GIVEN RECORDS: Begin

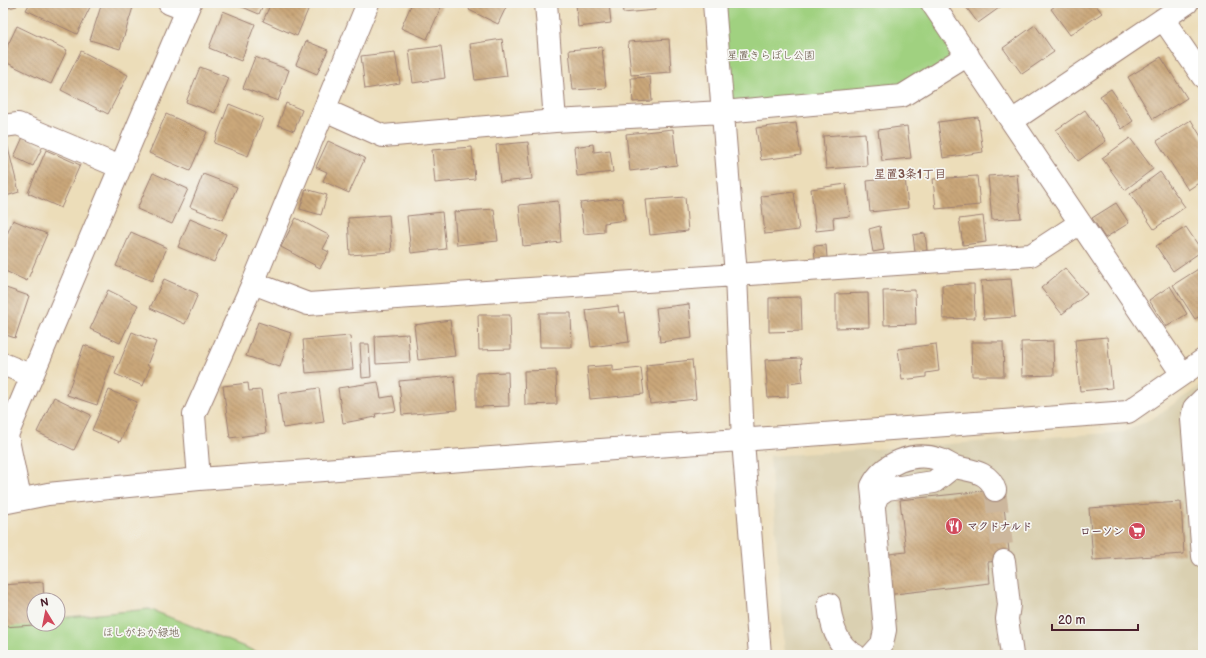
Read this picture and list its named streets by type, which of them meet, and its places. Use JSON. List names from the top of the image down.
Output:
{
  "districts": ["星置3条1丁目"],
  "parks": ["星置きらぼし公園", "ほしがおか緑地"],
  "places": {
    "restaurant": ["マクドナルド"],
    "supermarket": ["ローソン"]
  },
  "scale_bar": "20 m",
  "north": "top"
}
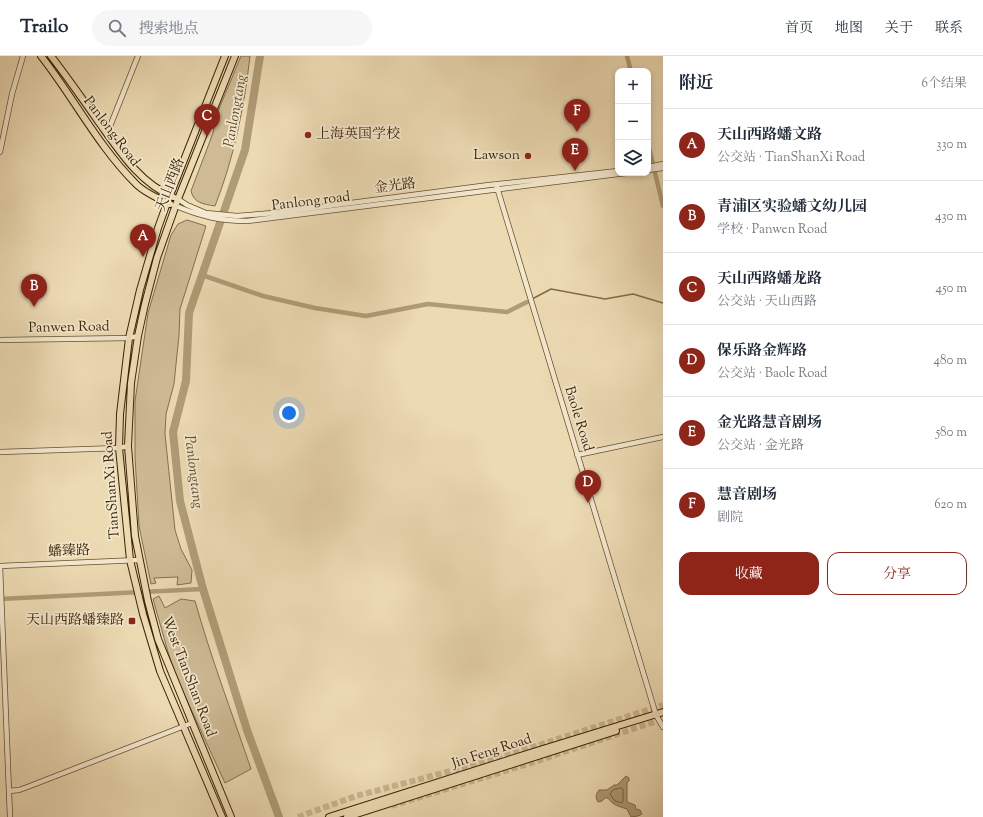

GIVEN RECORDS: End

Copy every line above exactly, leaving no picture in the copy.

Read this picture and list its named streets by type, which of them meet, and its places. Use JSON. List names from the top of the image down.
Output:
{
  "districts": ["星置3条1丁目"],
  "parks": ["星置きらぼし公園", "ほしがおか緑地"],
  "places": {
    "restaurant": ["マクドナルド"],
    "supermarket": ["ローソン"]
  },
  "scale_bar": "20 m",
  "north": "top"
}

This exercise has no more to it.